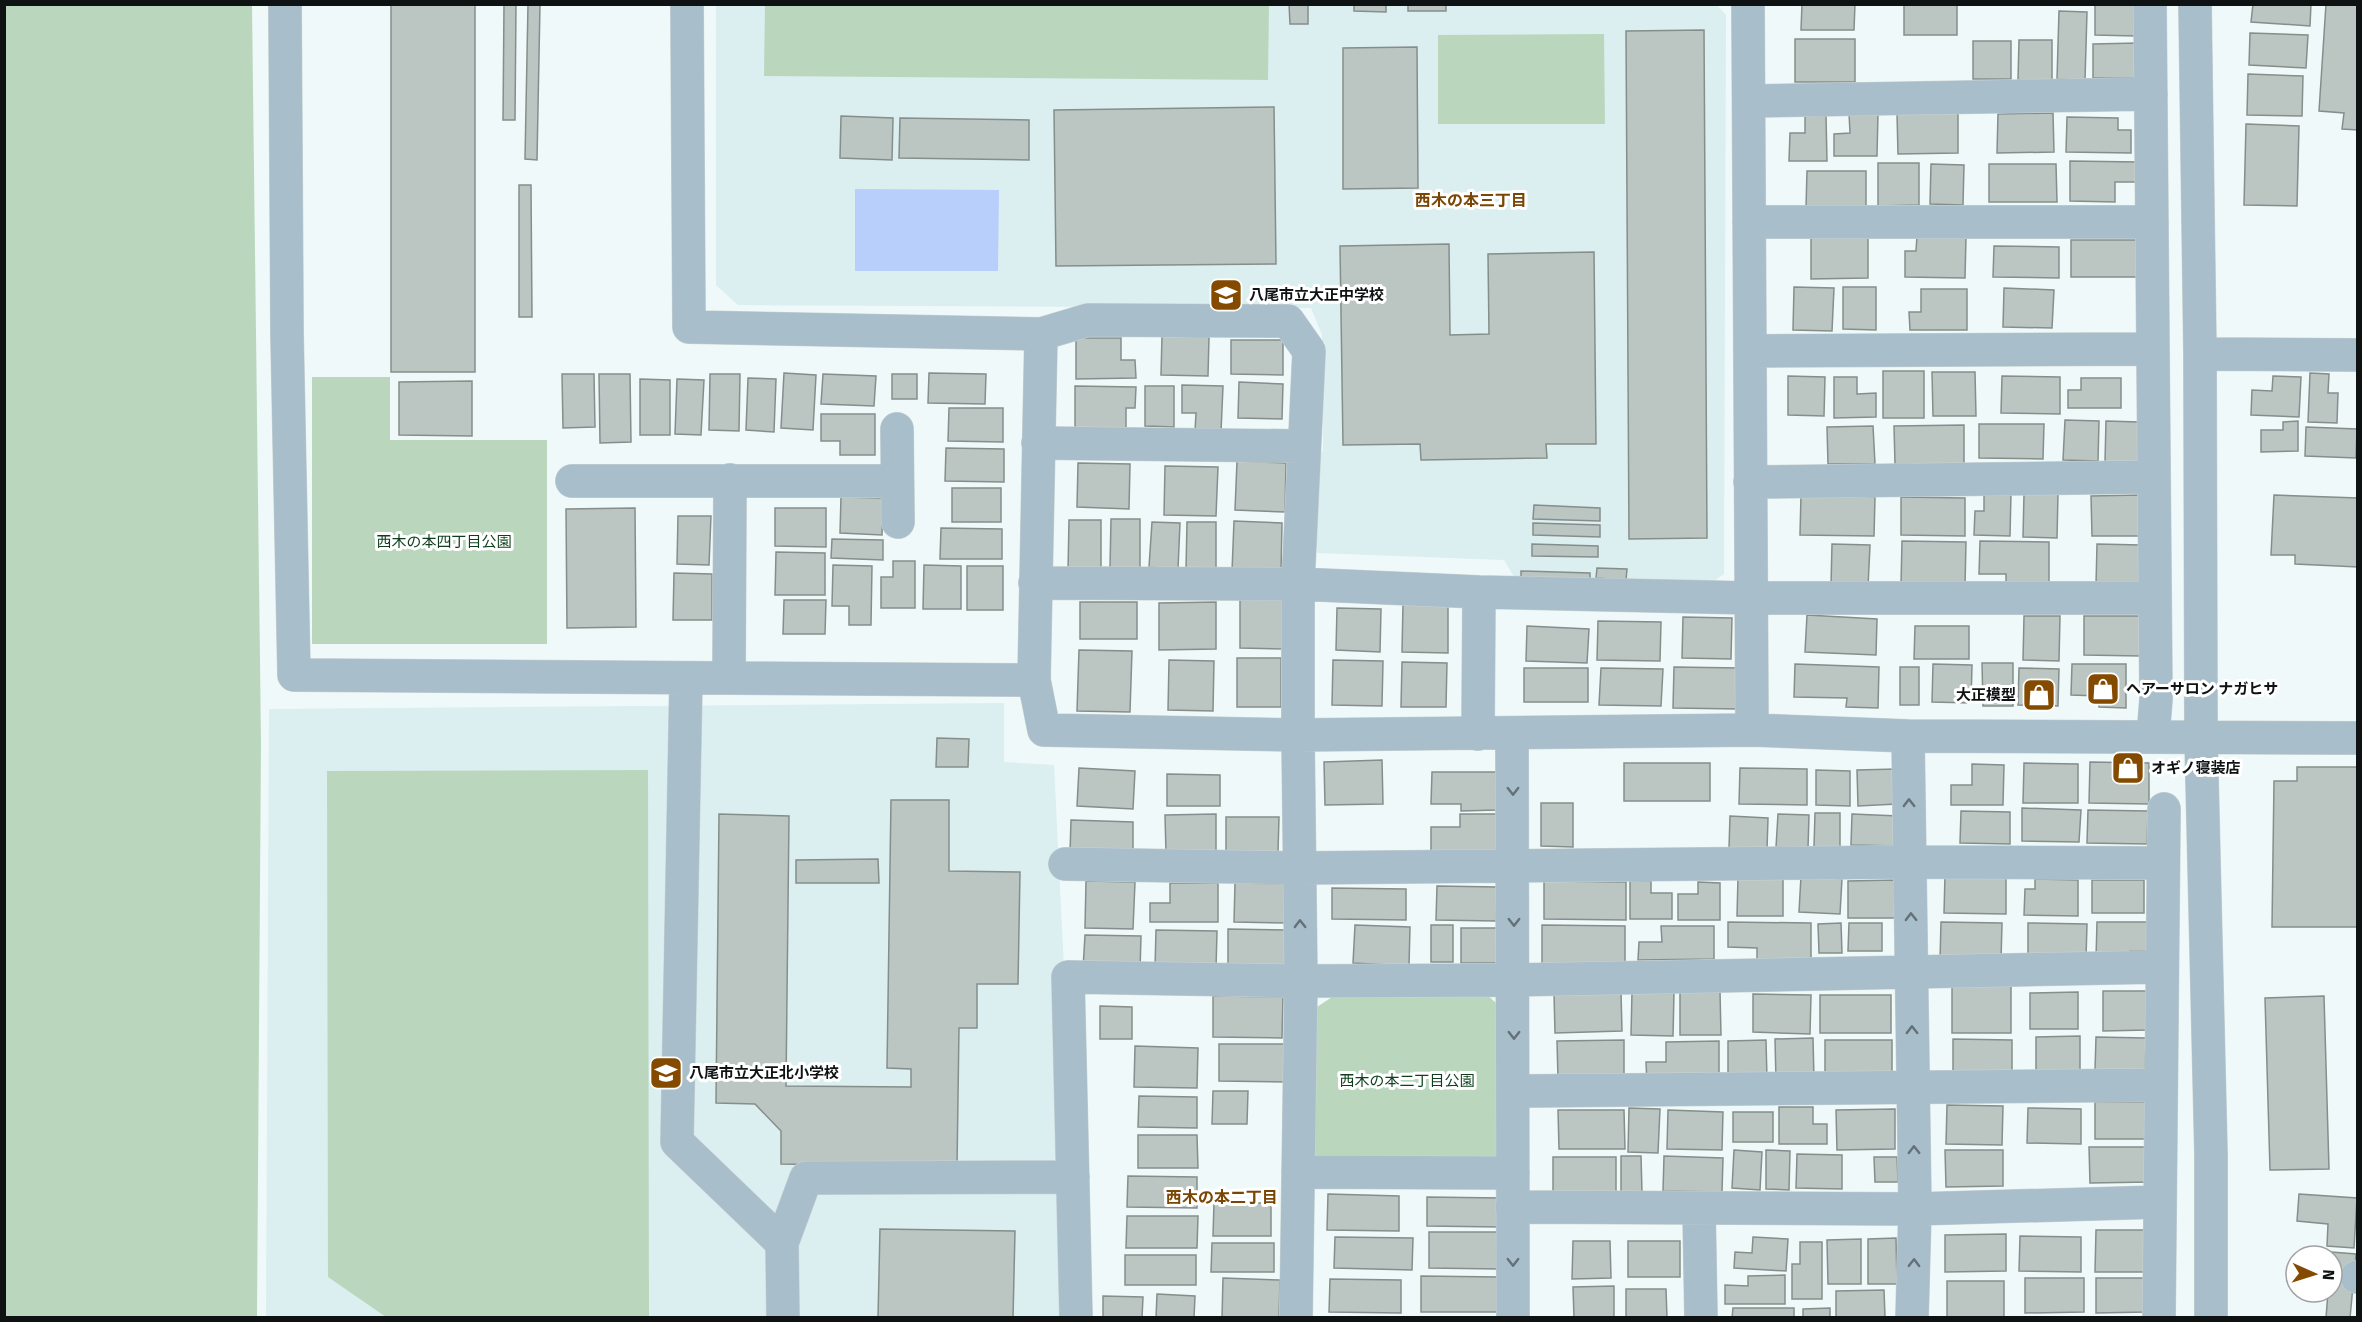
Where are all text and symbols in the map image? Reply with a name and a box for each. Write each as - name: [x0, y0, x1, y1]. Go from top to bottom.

* * * * *

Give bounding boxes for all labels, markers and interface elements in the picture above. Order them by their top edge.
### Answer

* * * * *

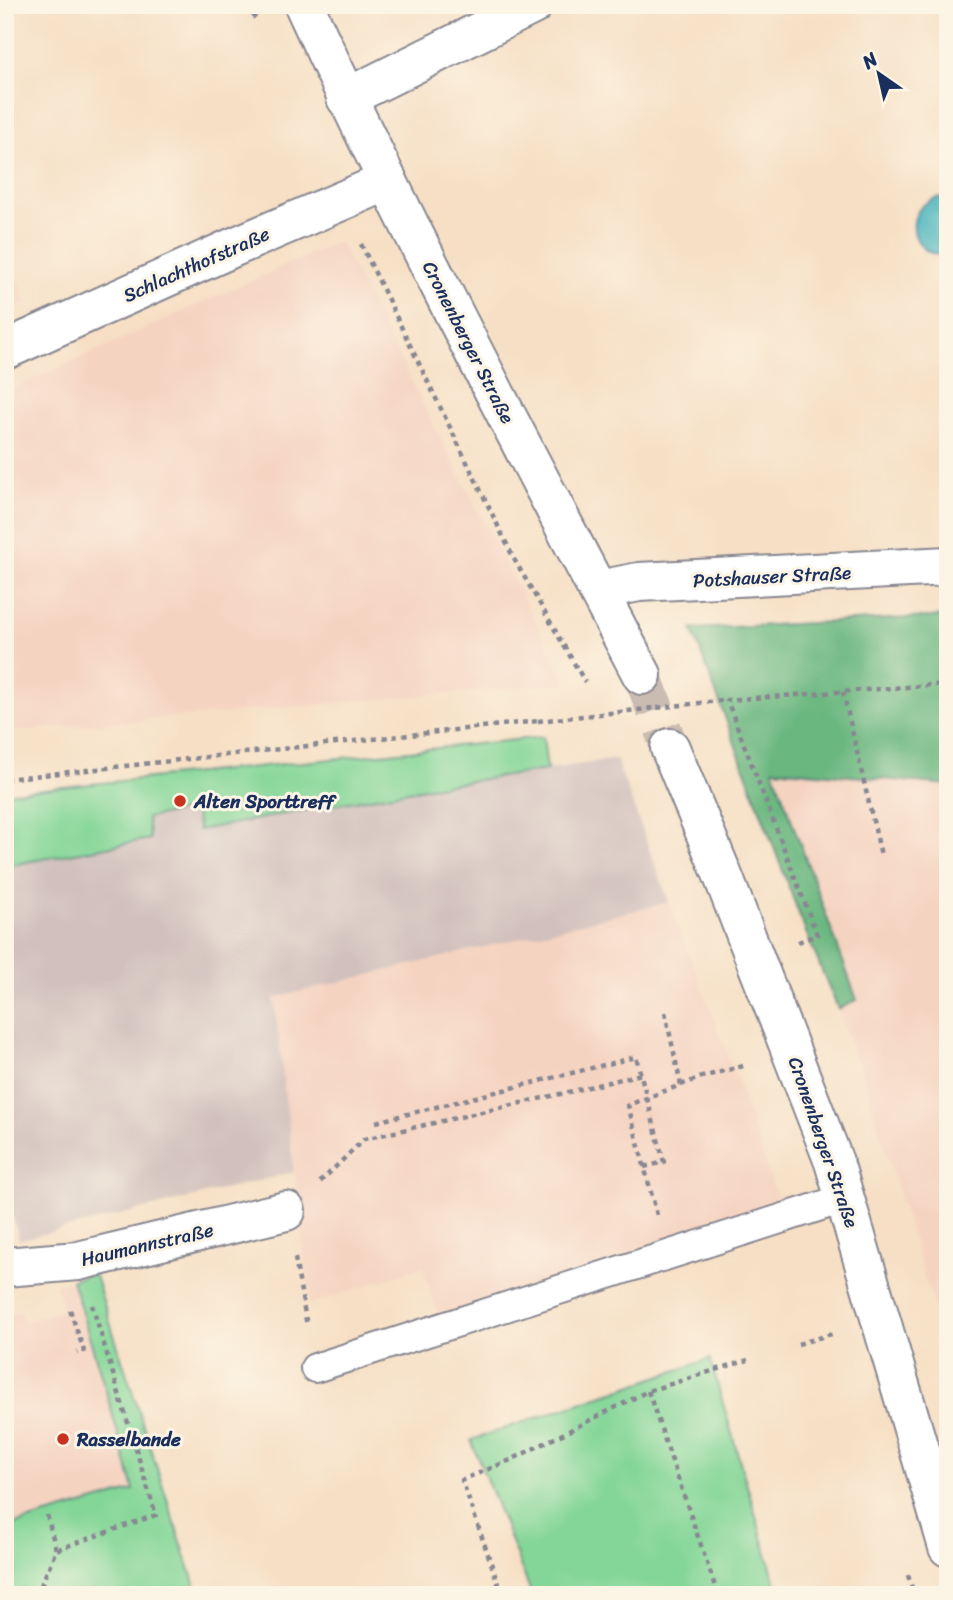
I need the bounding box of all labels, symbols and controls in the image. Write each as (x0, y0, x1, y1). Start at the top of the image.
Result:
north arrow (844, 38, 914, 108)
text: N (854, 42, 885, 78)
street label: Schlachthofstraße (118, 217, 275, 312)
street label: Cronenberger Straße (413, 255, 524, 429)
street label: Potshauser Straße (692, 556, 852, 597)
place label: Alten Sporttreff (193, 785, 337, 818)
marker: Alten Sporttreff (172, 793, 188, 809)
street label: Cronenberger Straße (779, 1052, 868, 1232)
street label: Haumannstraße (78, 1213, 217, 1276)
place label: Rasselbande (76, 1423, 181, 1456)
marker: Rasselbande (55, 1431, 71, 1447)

* * * * *

■ **GOAL OF THE EXERCISE**:
From the entries above, copy out every line where the string "symbols" appears.

■ **EXPECTED ANSWER**:
Where are all text and symbols in the map image? Reply with a name and a box for each. Write each as - name: [x0, y0, x1, y1]. Go from top to bottom.
I need the bounding box of all labels, symbols and controls in the image. Write each as (x0, y0, x1, y1). Start at the top of the image.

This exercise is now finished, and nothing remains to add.